On chapter 69 at end Raj and Maan were fighting not literally 😛 so from there it starts now..
A cold war was going between them and I've feel They are in front of me sitting arguing or doing whatever they were doing I'm watching mouth hanging speechless whom to choose Ek mera pati dusra mera boyfriend 😆 Raj ke bareme socho toh Hrithik shamne ateh Hain Or Mr.Sensible toh rahe pati ji...So much pressure I tell you... but Mere anderke wife ne gf ko hara diya Raj was being Unreasonable and 1st time I've felt little angry... Hrithik Darling don't feel bad just lit bit wrong you were that to because that Khadus Author had presented it that way unless you can never be wrong... Sometimes I've a dilemma if ever this option come to me choose Mr.Choudhary only and forget Hrithik or Hrithik is yours you have to forget Mr.Choudhary forever...I'll be in great dilemma whom to choose and whom to ignore but You just put same situation in front of me woman how cruelty towards me...😭
But Had to admit each sentence That Mr.

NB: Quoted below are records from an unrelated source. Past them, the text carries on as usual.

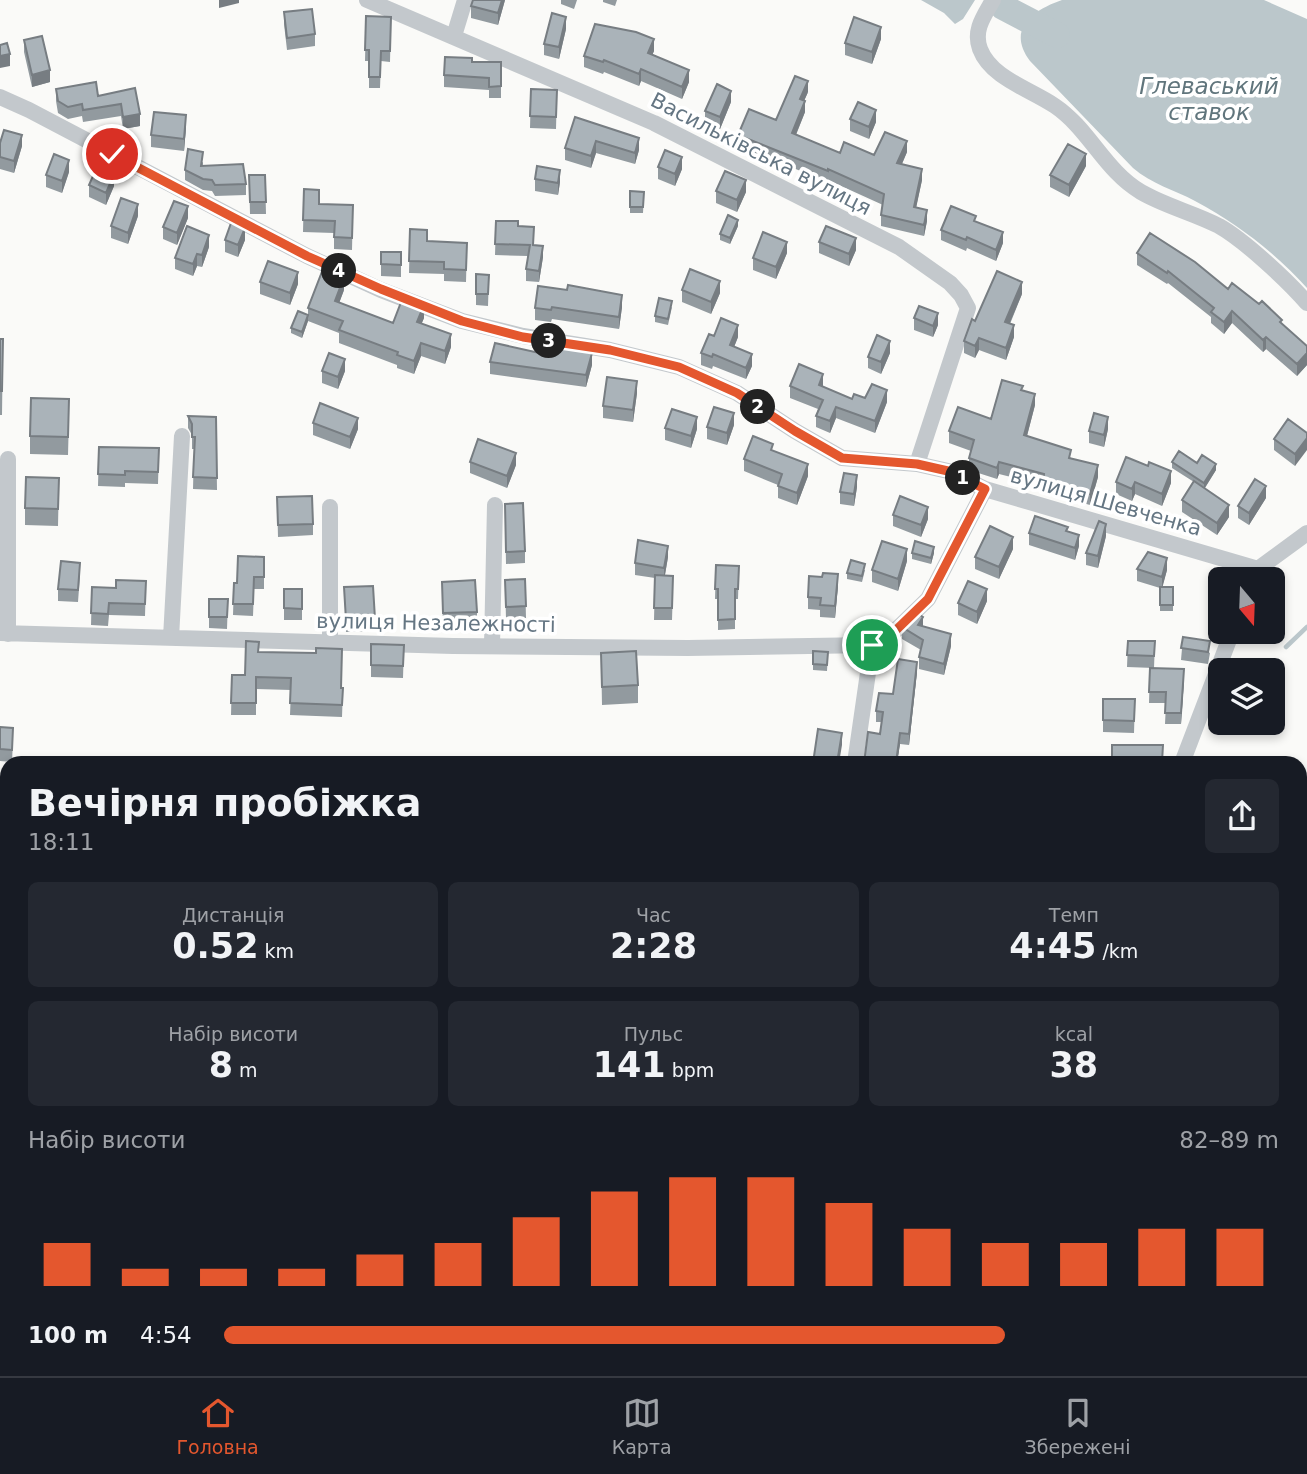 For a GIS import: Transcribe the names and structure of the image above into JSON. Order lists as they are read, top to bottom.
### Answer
{
  "streets": {
    "street": ["Васильківська вулиця", "вулиця Шевченка", "вулиця Незалежності"]
  },
  "crossings": [
    ["Васильківська вулиця", "вулиця Шевченка"]
  ],
  "water": ["Глеваський ставок"],
  "north": "bottom",
  "page": {
    "pins": [
      "4",
      "3",
      "2",
      "1"
    ],
    "heading": ["Вечірня пробіжка", "18:11"],
    "stats": [
      ["Дистанція", "0.52 km"],
      ["Час", "2:28"],
      ["Темп", "4:45 /km"],
      ["Набір висоти", "8 m"],
      ["Пульс", "141 bpm"],
      ["kcal", "38"]
    ],
    "chart": ["Набір висоти", "82–89 m"],
    "list": [
      {
        "name": "100 m",
        "note": "4:54"
      }
    ],
    "tabs": ["Головна", "Карта", "Збережені"]
  }
}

Sensible has uttered seemed so dreamy to me...aww such protectiveness and love towards her just in that small meeting I would have known Maan really Care for Geet which My ohh so hot Damm bf could not understand 🤔 Upersay or kitna kuch bola whyyy Raj whyy...It wasn't expected from you 😭
Owieee... Baby uth gayi re Ami jai bye bye...
This is the problem why I don't read stories Aadhi comment chod bhag gayi abhi phirse socho kya kya padha tha pehle...
Gayi thi 4 baje aayi hu 5.30 ko etna time baby kha gayi 😆
Okay now we have to start again... where were we???
Ohh...Family decided that Monster Khurana and little Storm will travel together awww how romantic thought it is to me...😳 I'm so happy Cause I know they will have a great time and They are happy to go together... from inner side though not showing it to us 😆
Bravo Geet I'm so proud of you That You give a perfect reply to Raj... cause he doesn't know about Maan so had no right to judge him this...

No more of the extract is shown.